Your instructions
When the line with "What data does the" appears below, start repeating lines exactly, and keep going through the line with "Task: Parse the"; add nothing outside that span.

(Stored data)
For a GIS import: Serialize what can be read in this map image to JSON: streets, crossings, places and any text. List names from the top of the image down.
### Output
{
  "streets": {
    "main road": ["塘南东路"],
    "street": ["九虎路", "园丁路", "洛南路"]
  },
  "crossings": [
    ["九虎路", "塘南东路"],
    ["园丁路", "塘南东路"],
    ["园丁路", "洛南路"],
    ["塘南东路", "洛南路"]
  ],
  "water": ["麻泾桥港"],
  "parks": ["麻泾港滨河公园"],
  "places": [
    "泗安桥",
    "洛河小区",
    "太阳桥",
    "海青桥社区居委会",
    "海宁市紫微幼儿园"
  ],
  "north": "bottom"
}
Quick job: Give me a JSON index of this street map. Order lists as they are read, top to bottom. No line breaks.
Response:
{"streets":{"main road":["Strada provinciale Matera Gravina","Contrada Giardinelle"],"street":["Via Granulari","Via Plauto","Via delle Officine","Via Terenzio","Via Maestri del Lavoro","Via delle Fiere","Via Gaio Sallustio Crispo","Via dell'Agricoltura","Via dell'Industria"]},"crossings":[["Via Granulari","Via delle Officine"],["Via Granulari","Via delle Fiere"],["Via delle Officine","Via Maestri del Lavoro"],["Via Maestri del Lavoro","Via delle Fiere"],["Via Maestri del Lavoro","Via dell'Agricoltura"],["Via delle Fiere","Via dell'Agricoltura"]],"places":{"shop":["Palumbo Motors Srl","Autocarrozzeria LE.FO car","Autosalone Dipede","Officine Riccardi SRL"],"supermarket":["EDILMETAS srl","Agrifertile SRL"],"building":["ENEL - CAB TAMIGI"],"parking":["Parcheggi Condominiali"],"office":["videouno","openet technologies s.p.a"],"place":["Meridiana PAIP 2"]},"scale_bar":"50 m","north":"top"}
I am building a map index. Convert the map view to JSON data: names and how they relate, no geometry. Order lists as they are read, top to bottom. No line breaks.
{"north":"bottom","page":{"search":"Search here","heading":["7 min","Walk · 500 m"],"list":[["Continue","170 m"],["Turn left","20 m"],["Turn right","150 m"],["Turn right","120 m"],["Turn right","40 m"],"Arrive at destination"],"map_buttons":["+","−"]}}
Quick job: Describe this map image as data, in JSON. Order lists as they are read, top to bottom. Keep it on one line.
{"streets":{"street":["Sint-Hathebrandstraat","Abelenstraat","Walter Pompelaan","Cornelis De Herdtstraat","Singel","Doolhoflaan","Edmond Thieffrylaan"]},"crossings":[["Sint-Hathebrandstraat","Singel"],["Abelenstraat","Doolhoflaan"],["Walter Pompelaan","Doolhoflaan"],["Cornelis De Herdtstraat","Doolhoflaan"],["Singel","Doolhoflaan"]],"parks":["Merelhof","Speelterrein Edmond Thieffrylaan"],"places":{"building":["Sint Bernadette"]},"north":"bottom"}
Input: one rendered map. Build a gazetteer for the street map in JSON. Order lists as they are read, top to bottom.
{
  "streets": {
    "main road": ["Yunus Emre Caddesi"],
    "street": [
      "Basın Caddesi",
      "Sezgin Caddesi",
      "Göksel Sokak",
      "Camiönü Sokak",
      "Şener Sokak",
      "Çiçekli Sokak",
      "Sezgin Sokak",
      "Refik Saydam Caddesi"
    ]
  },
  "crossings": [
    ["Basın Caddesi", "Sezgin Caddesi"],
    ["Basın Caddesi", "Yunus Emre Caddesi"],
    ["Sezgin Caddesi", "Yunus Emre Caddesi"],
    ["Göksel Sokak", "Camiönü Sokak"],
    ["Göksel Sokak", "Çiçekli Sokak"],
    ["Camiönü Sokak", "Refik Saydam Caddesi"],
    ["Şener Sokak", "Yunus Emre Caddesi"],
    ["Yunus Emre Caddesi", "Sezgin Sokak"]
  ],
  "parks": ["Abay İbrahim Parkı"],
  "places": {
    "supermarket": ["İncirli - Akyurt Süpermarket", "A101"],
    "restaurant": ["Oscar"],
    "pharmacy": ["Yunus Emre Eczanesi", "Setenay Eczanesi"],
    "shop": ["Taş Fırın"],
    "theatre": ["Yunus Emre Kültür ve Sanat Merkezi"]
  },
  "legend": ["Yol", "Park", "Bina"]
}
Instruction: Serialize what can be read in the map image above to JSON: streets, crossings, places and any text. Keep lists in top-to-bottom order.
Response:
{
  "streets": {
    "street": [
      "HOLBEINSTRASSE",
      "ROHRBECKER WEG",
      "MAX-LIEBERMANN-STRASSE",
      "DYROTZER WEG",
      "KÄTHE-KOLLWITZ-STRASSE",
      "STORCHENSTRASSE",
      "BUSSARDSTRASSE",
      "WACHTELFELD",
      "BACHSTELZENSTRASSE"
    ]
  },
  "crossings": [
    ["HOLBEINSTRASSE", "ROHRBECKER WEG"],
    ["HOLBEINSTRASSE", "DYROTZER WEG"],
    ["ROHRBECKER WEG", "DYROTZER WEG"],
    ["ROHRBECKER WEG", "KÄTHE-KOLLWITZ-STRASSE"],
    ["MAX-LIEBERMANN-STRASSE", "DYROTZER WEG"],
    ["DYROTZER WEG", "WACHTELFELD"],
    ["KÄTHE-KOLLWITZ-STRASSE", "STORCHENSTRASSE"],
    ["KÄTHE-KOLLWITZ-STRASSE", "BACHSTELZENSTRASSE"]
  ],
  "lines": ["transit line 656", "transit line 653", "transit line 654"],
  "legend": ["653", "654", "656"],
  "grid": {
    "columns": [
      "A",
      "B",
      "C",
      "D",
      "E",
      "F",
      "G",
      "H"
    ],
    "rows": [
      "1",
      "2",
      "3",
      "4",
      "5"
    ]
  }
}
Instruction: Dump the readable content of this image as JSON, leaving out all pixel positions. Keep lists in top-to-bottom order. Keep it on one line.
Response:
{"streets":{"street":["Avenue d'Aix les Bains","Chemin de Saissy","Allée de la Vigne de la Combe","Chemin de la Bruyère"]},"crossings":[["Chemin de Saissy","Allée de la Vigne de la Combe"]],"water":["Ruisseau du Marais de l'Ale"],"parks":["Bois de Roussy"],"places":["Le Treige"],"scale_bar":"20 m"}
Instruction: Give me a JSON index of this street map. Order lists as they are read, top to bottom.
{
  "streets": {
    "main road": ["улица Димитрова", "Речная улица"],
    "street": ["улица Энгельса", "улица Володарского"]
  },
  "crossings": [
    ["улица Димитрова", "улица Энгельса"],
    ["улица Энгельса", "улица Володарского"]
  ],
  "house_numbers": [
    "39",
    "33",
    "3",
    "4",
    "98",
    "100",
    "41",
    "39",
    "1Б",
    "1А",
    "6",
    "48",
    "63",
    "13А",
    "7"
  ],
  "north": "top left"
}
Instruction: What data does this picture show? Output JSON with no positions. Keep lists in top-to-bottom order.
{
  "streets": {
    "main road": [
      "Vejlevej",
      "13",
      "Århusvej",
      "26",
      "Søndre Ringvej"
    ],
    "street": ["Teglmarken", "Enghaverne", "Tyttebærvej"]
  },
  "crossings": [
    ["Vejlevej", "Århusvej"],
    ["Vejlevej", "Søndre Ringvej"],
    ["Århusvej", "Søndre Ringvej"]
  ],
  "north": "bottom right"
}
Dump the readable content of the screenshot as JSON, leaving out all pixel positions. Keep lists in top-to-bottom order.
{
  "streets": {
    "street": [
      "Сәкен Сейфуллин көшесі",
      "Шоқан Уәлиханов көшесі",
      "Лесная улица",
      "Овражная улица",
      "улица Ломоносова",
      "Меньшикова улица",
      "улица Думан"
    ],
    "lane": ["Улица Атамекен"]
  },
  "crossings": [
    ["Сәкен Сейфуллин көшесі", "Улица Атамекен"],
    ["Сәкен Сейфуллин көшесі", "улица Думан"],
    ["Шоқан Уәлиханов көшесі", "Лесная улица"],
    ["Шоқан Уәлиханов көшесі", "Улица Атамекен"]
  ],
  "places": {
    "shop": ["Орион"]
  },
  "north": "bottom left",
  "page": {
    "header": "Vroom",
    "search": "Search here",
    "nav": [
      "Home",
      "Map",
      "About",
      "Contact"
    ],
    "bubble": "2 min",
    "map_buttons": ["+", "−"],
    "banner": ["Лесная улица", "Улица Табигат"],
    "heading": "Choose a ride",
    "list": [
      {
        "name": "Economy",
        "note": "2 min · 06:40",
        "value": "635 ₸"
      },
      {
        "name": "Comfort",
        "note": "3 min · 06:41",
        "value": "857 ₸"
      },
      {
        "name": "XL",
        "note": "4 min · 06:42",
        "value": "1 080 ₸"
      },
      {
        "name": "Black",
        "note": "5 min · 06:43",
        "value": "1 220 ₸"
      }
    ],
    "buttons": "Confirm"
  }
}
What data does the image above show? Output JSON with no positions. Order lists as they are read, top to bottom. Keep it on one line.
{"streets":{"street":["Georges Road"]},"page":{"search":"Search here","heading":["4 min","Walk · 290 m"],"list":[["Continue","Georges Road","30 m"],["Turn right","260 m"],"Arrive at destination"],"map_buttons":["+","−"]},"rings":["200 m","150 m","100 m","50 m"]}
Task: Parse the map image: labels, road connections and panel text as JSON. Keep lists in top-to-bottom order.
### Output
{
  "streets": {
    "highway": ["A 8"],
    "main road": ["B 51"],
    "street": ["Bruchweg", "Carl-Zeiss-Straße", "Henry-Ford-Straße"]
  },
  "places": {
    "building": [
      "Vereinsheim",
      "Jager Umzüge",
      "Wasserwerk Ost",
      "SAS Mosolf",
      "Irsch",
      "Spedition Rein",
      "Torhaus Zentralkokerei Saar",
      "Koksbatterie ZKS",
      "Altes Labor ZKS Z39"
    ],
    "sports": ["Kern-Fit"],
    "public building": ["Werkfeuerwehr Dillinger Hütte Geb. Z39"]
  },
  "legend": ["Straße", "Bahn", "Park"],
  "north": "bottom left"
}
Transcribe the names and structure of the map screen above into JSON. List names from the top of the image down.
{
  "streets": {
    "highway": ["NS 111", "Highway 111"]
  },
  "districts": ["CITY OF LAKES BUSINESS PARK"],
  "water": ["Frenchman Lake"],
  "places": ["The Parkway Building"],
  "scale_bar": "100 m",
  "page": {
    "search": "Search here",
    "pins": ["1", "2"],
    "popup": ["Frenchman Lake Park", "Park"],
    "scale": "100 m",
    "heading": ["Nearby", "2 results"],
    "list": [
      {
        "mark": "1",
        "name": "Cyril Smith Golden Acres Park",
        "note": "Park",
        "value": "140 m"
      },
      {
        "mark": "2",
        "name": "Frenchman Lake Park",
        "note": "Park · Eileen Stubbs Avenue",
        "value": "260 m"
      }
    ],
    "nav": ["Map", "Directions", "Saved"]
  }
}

Exercise result
What data does the image above show? Output JSON with no positions. Order lists as they are read, top to bottom. Keep it on one line.
{"streets":{"street":["Georges Road"]},"page":{"search":"Search here","heading":["4 min","Walk · 290 m"],"list":[["Continue","Georges Road","30 m"],["Turn right","260 m"],"Arrive at destination"],"map_buttons":["+","−"]},"rings":["200 m","150 m","100 m","50 m"]}
Task: Parse the map image: labels, road connections and panel text as JSON. Keep lists in top-to-bottom order.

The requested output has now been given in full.